Assessment of KPS in the lesion for all groups is summarized in Fig 2. The 1-way between-groups ANOVA did not reveal any significant differences (P = .55). KPS within the infarct zone revealed significant differences between those who proceeded to hemorrhage and those who did not (1.27 ± 0.59 versus 0.50 ± 0.29 mL/100 g/min, P < .0001) as well as those who were treated with rtPA and those who were not (1.08 ± 0.39 versus 0.56 ± 0.45 mL/100 g/min, P = .008). The ANCOVA revealed that NIHSS was a significant covariate (P = .014) of KPS. However, NIHSS-adjusted means indicated that the mean HT KPS remained significantly greater than the non-HT KPS (NIHSS-adjusted P = .012; unadjusted P < .0001). A sample KPS map obtained in an rtPA-treated patient who progressed to PH1 is shown in Fig 1. Overall, mean KPS values were significantly increased in infarct regions of interest relative to the mean KPS values computed for the contralateral regions of interest (0.78 ± 0.56 versus 0.32 ± 0.24 mL/100 g/min, P < .0001). ROC analysis indicated a KPS threshold of 0.67 mL/100 g/min with a sensitivity of 92% and a specificity of 78% for identifying HT. In 3 patients, KPS exceeded this threshold despite no visible evidence of gadolinium enhancement (Fig 3).
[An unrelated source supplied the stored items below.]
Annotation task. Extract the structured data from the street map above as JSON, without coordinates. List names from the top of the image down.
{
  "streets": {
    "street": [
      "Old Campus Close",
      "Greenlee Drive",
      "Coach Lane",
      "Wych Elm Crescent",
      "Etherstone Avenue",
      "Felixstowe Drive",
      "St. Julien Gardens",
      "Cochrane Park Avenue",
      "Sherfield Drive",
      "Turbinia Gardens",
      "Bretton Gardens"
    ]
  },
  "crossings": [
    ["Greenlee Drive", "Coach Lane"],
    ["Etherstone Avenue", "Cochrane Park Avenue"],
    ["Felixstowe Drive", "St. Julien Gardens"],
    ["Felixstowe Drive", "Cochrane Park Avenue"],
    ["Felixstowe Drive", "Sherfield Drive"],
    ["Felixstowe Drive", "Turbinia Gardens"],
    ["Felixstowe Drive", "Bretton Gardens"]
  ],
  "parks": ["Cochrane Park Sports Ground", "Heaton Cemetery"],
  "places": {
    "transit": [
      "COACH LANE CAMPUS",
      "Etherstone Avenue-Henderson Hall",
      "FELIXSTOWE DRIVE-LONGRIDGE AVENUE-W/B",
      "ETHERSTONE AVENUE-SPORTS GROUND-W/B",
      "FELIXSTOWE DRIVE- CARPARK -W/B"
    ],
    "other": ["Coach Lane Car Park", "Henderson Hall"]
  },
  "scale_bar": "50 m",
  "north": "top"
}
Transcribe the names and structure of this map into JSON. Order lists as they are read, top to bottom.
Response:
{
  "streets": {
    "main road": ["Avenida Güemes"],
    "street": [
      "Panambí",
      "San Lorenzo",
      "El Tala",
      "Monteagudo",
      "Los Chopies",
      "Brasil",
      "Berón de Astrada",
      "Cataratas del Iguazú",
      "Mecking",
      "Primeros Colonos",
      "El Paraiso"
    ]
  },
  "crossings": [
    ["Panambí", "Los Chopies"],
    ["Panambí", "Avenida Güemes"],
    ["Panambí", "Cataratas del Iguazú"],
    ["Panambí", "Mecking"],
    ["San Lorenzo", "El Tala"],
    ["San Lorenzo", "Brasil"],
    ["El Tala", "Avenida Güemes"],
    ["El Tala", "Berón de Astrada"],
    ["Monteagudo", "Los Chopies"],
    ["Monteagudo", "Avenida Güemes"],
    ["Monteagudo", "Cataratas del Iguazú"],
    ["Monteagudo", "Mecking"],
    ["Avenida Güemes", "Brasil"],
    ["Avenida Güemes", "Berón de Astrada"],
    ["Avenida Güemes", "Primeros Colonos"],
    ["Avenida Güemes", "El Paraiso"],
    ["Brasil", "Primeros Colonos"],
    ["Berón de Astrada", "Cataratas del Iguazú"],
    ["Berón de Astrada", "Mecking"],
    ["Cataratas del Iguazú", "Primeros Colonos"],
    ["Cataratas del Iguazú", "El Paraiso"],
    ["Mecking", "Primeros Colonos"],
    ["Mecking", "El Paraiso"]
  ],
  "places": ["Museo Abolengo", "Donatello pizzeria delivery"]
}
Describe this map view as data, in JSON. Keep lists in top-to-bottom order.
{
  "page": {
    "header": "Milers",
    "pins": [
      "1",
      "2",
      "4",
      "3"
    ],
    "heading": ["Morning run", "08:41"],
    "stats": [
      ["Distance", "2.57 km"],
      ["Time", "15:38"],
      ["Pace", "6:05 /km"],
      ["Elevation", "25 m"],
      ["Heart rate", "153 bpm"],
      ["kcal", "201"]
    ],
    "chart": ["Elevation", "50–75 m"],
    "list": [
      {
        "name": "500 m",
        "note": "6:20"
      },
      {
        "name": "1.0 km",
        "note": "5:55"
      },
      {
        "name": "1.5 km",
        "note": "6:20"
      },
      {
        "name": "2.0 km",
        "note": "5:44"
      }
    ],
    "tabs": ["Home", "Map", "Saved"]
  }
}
All 3 of these patients subsequently hemorrhaged (classified as HI1, HI2, and PH1). Overall, there were no significant differences in KPS between HI and PH subtypes (1.00 ± 0.43 versus 1.47 ± 0.60 mL/100 g/min; P = .13).

Fig 2.

Fig 2.

Mean microvascular KPS values of the infarct obtained at the time of presentation for all patient groups. Significantly elevated KPS values are seen in patients who subsequently proceed to HT, compared with those who do not (P < .0001). Patients receiving rtPA also have significantly greater KPS compared with those who do not receive rtPA (P = .008).

Fig 3.

Fig 3.

A, An 81-year old male patient with AIS, visible as an area of reduced diffusion (dark region) on the ADC map obtained at 2 hours 47 minutes post-symptom onset. B and C, rtPA is administered during MR imaging. A region of interest is placed within the infarct, defined as the core area of reduced ADC, and then is copied to the equivalent DCE image set (B), to generate KPS maps (C). In this patient, the mean infarct KPS is 0.84 mL/100 g/min. D and E, A region of hyperintensity is also clearly visible on the equivalent diffusion-weighted image (D), but not on the postcontrast T1-weighted image obtained 20 minutes after completion of the KPS scan (E). F, Follow-up T2-weighted MR image obtained 48 hours later reveals 2 “hotspots,” or areas of hypointensity, characteristic of HT colocalized with the zones of hyper-KPS on the KPS map.

Discussion

We investigated the role of KPS MR imaging, comparing patients who received rtPA with those who did not within a mean time to MR imaging of 3.6 hours from documented symptom onset. KPS was significantly elevated in patients who hemorrhaged, compared with those who did not. This was observed in patients who received rtPA and in patients who did not receive rtPA, suggesting that the compromise of BBB integrity plays a critical role in HT. Furthermore, ROC analysis indicated a threshold of 0.67 mL/100 g/min, which could be considered a physiologic threshold for decision-making regarding rtPA administration. However, a larger series of patients needs to be studied before clinical implementation of this threshold. Furthermore, there was insufficient statistical power to identify any effects of HT severity on KPS. Although follow-up evidence of petechial hemorrhage is unlikely to be clinically important, its existence on admission might portend an increased risk of secondary hemorrhage and might influence the decision to treat with rtPA therapy.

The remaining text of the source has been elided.